On 29 May 2026, at 18:31, Heikki Linnakangas <hlinnaka@iki.fi> wrote:

I'm still struggling to understand. Condition variables and latches
are both designed to allow for nice waits and wakeups.

They only work after you have a PGPROC slot. If you want to inject code to authentication, or into postmaster, you cannot use them.

I have another reason: postmaster death behavior. When we wait on
ConVar and postmaster is kill-9-ed, we release all LWLocks. Which causes
corruption [0]/messages/by-id/B3C69B86-7F82-4111-B97F-0005497BB745@yandex-team.ru, because checkpointer can flush something that's not in WAL.

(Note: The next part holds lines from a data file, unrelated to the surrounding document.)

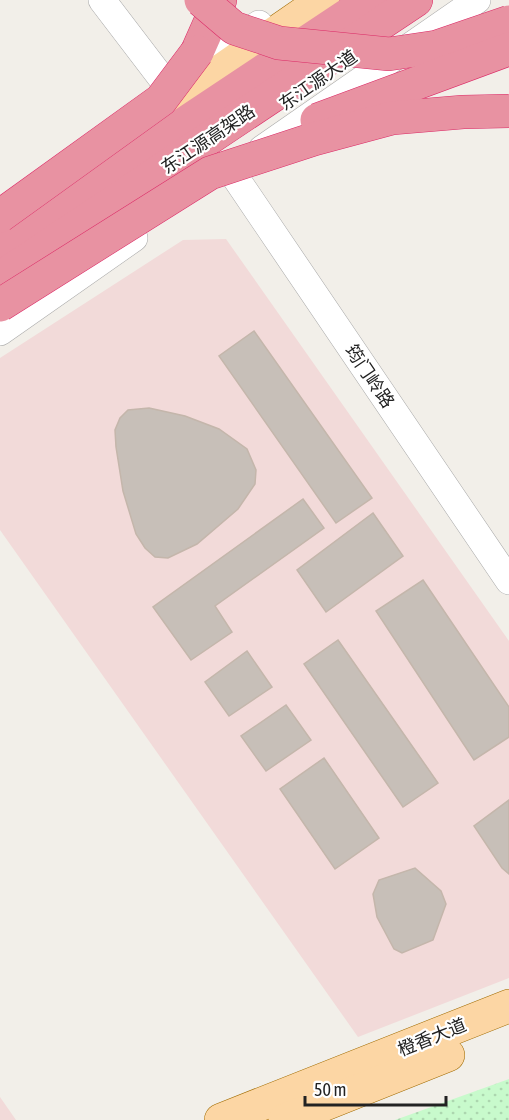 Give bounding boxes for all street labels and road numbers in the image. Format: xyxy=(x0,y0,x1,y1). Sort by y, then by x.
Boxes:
street label: 东江源大道 xyxy=(275,46,361,114)
street label: 东江源高架路 xyxy=(157,100,259,178)
street label: 筠门岭路 xyxy=(341,340,399,412)
street label: 橙香大道 xyxy=(395,1014,469,1060) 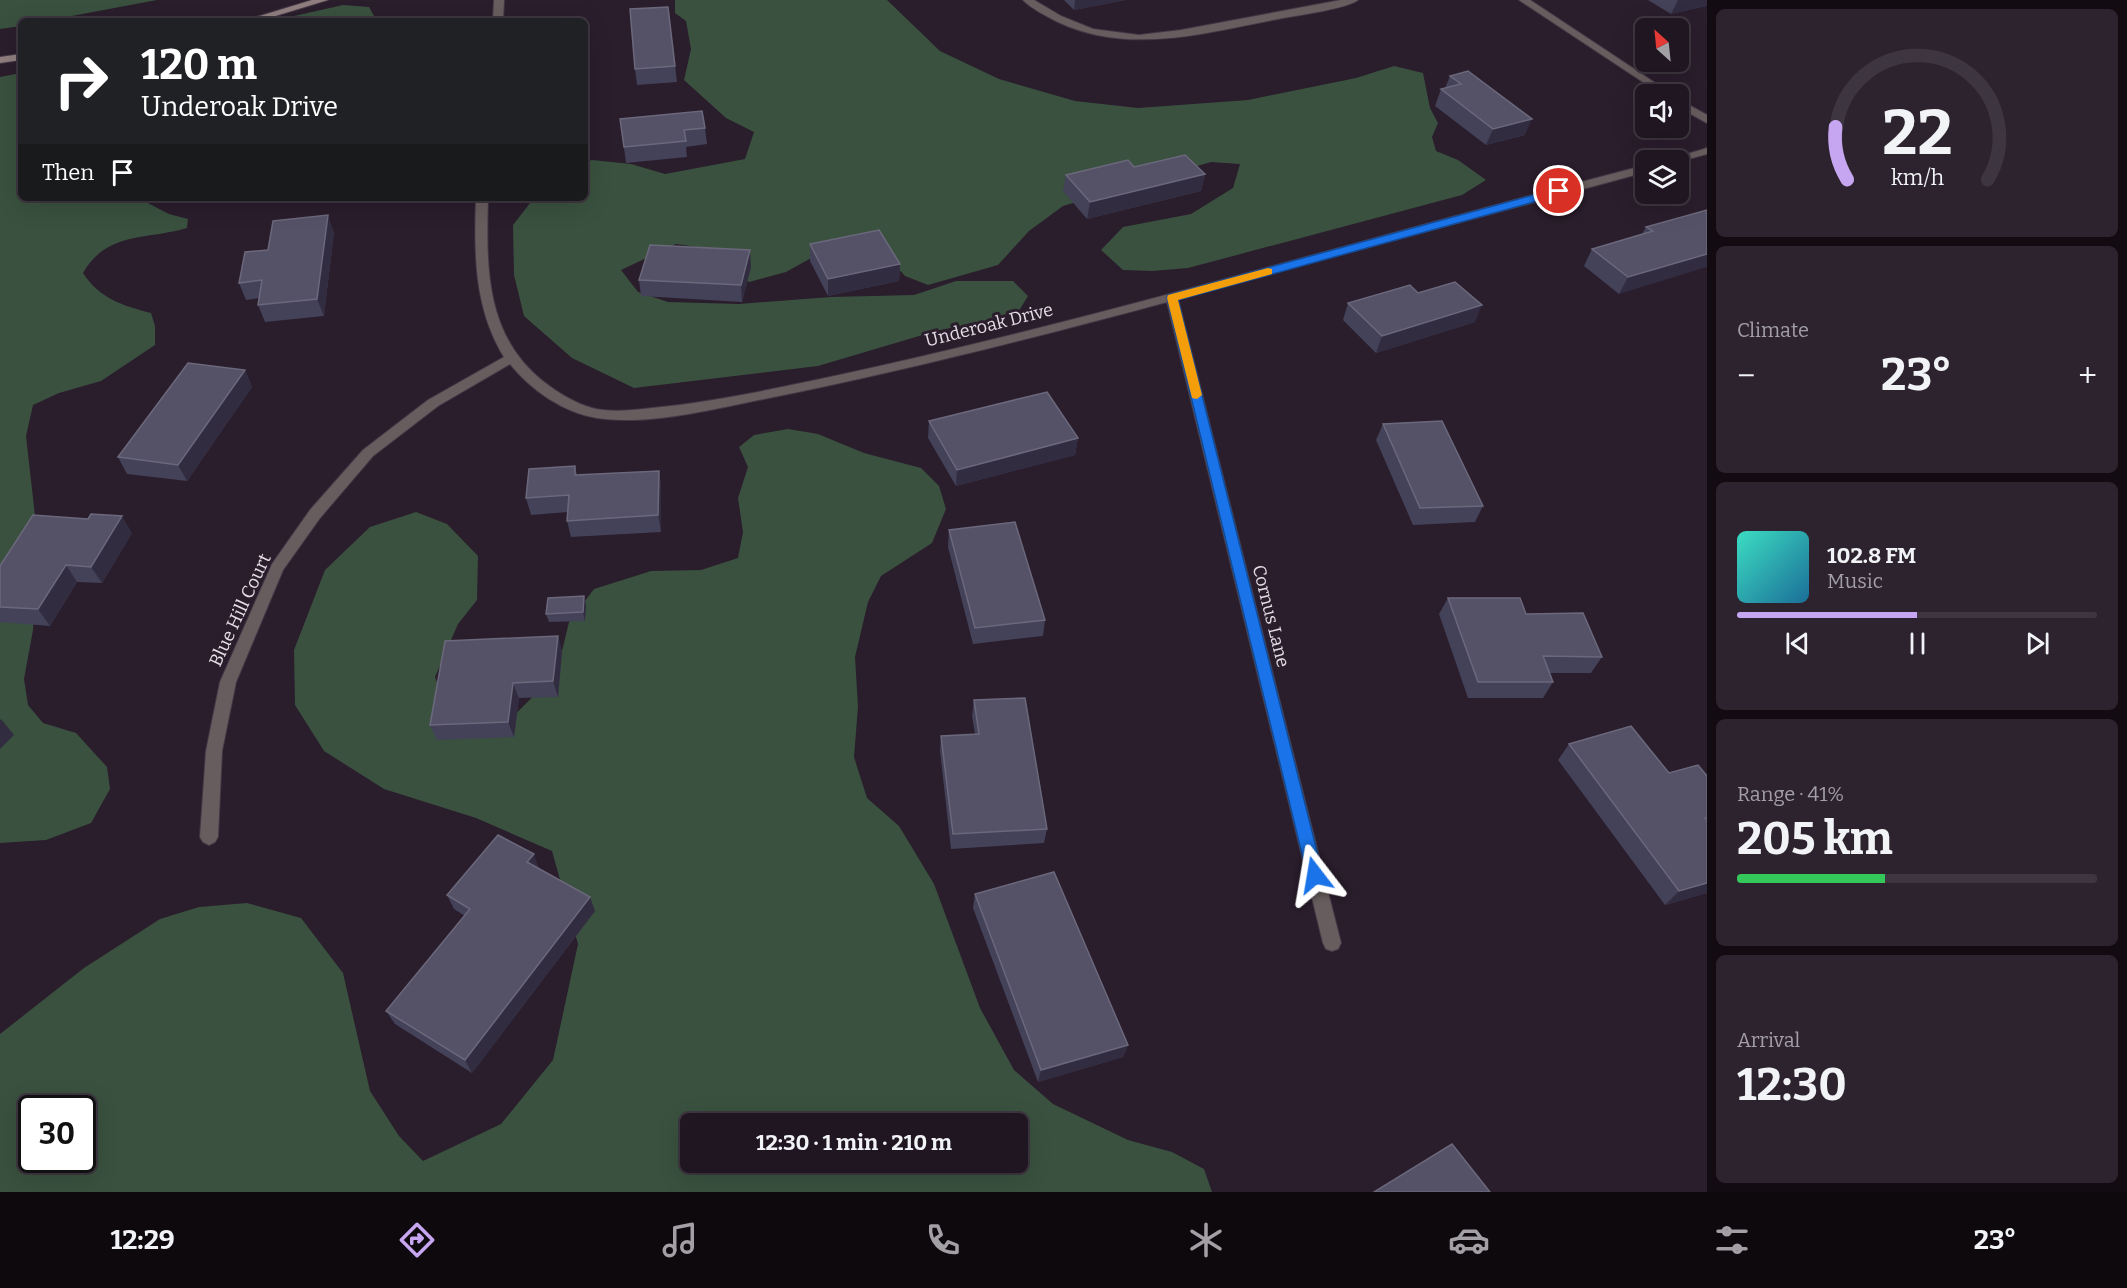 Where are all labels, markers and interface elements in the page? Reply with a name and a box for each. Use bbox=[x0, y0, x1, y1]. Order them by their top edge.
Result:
north arrow bbox=[1635, 18, 1689, 72]
map controls bbox=[1635, 18, 1689, 204]
text: 120 m bbox=[141, 40, 257, 90]
icon: right bbox=[42, 42, 120, 120]
button: sound bbox=[1635, 84, 1689, 138]
text: Underoak Drive bbox=[141, 91, 338, 123]
text: 22 bbox=[1882, 96, 1952, 171]
button: layers bbox=[1635, 150, 1689, 204]
icon: arrive bbox=[106, 156, 139, 189]
text: Then bbox=[42, 159, 94, 186]
pin bbox=[1533, 165, 1584, 216]
text: km/h bbox=[1890, 165, 1944, 191]
icon: arrive bbox=[1542, 174, 1575, 207]
street label: Underoak Drive bbox=[923, 298, 1055, 352]
text: Climate bbox=[1737, 318, 1809, 342]
text: 23° bbox=[1881, 348, 1952, 402]
text: − bbox=[1737, 356, 1755, 396]
text: + bbox=[2078, 356, 2097, 396]
text: 102.8 FM bbox=[1827, 542, 1916, 569]
street label: Blue Hill Court bbox=[204, 550, 276, 670]
street label: Cornus Lane bbox=[1248, 563, 1294, 669]
text: Music bbox=[1827, 569, 1883, 593]
icon: previous bbox=[1781, 627, 1814, 660]
icon: pause bbox=[1901, 627, 1934, 660]
icon: next bbox=[2021, 627, 2054, 660]
text: Range · 41% bbox=[1737, 782, 1844, 806]
text: 205 km bbox=[1737, 812, 1893, 866]
position arrow bbox=[1283, 843, 1347, 907]
text: Arrival bbox=[1737, 1028, 1800, 1052]
text: 12:30 bbox=[1737, 1058, 1847, 1112]
speed limit sign: 30 bbox=[18, 1095, 96, 1173]
text: 12:30 · 1 min · 210 m bbox=[756, 1129, 952, 1156]
icon: directions bbox=[396, 1219, 438, 1261]
icon: music bbox=[659, 1219, 701, 1261]
icon: phone bbox=[922, 1219, 964, 1261]
icon: climate bbox=[1185, 1219, 1227, 1261]
icon: car bbox=[1448, 1219, 1490, 1261]
icon: filters bbox=[1711, 1219, 1753, 1261]
text: 12:29 bbox=[111, 1224, 175, 1256]
text: 23° bbox=[1974, 1224, 2017, 1256] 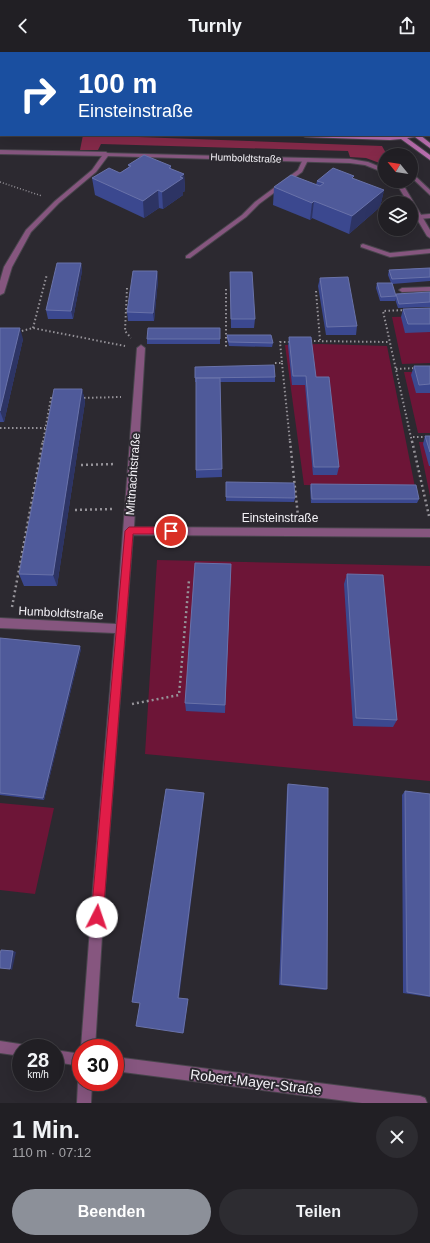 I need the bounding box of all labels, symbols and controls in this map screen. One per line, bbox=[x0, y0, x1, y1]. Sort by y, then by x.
icon: back bbox=[12, 15, 34, 37]
icon: share bbox=[396, 15, 418, 37]
text: Turnly bbox=[188, 16, 242, 36]
icon: right bbox=[12, 68, 64, 120]
text: 100 m bbox=[78, 68, 157, 99]
text: Einsteinstraße bbox=[78, 101, 193, 121]
north arrow bbox=[378, 148, 418, 188]
map controls bbox=[378, 148, 418, 236]
street label: Humboldtstraße bbox=[210, 151, 282, 165]
button: layers bbox=[378, 196, 418, 236]
street label: Mittnachtstraße bbox=[123, 432, 143, 516]
street label: Einsteinstraße bbox=[242, 511, 319, 525]
pin bbox=[154, 514, 188, 548]
icon: arrive bbox=[160, 520, 182, 542]
street label: Humboldtstraße bbox=[18, 604, 104, 622]
position arrow bbox=[76, 896, 118, 938]
speed limit sign: 30 bbox=[72, 1039, 124, 1091]
text: 28 bbox=[27, 1049, 49, 1071]
street label: Robert-Mayer-Straße bbox=[189, 1066, 323, 1098]
text: km/h bbox=[27, 1069, 49, 1080]
text: 1 Min. bbox=[12, 1116, 80, 1143]
button: close bbox=[376, 1116, 418, 1158]
text: 110 m · 07:12 bbox=[12, 1145, 91, 1160]
button: Beenden bbox=[12, 1189, 211, 1235]
button: Teilen bbox=[219, 1189, 418, 1235]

So I'm trying to build corruption-seeking tests using tool that can induce corruption
in tests.

About the patch:
- inj_state->wait_counts[index]++;
SpinLockRelease(&inj_state->lock);

- /* And broadcast the change to the waiters */
- ConditionVariableBroadcast(&inj_state->wait_point);
+ pg_atomic_fetch_add_u32(&inj_state->wait_counts[index], 1);

Can we move pg_atomic_fetch_add_u32() back under the lock?
We determine slot index under lock, then wakeup slot outside the lock.
In a correctly written test meaning this is not a problem.
However, technically, identity of a slot can change between releasing the lock
and incrementing wait_counts[index].

I'll do another pass tomorrow, maybe something else will catch my eye.

Best regards, Andrey Borodin.

[0]: /messages/by-id/B3C69B86-7F82-4111-B97F-0005497BB745@yandex-team.ru

Andrey Borodin

amborodin@acm.org

about 2 months ago

In reply to: Andrey Borodin (#8)

Re: injection_points: Switch wait/wakeup to use atomics rather than latches

On 30 May 2026, at 13:05, Andrey Borodin <x4mmm@yandex-team.ru> wrote:

I'll do another pass tomorrow, maybe something else will catch my eye.

I've tried the patch on my old corruption experiments. And it works for me.

I had to switch killing to something like
foreach my $i (1 .. 100)
{
my @alive = grep { kill 0, $_ } @cluster_pids;
last unless @alive;
kill 'KILL', @alive;
usleep(100_000);
}

The shared memory segment must be released before we attempt recovery.
But that's exactly what I wanted anyway. Thank you!

Best regards, Andrey Borodin.

#10

Michael Paquier

michael@paquier.xyz

about 2 months ago

In reply to: Andrey Borodin (#9)

Re: injection_points: Switch wait/wakeup to use atomics rather than latches

On Mon, Jun 01, 2026 at 04:25:40PM +0500, Andrey Borodin wrote:

The shared memory segment must be released before we attempt recovery.
But that's exactly what I wanted anyway. Thank you!

How do you guarantee that a wait position is reached in the case where
you don't have access to wait events to make sure that the wait point
is reached?
--
Michael

#11

Andrey Borodin

amborodin@acm.org

about 2 months ago

In reply to: Michael Paquier (#10)

Re: injection_points: Switch wait/wakeup to use atomics rather than latches

On 2 Jun 2026, at 09:15, Michael Paquier <michael@paquier.xyz> wrote:

On Mon, Jun 01, 2026 at 04:25:40PM +0500, Andrey Borodin wrote:

The shared memory segment must be released before we attempt recovery.
But that's exactly what I wanted anyway. Thank you!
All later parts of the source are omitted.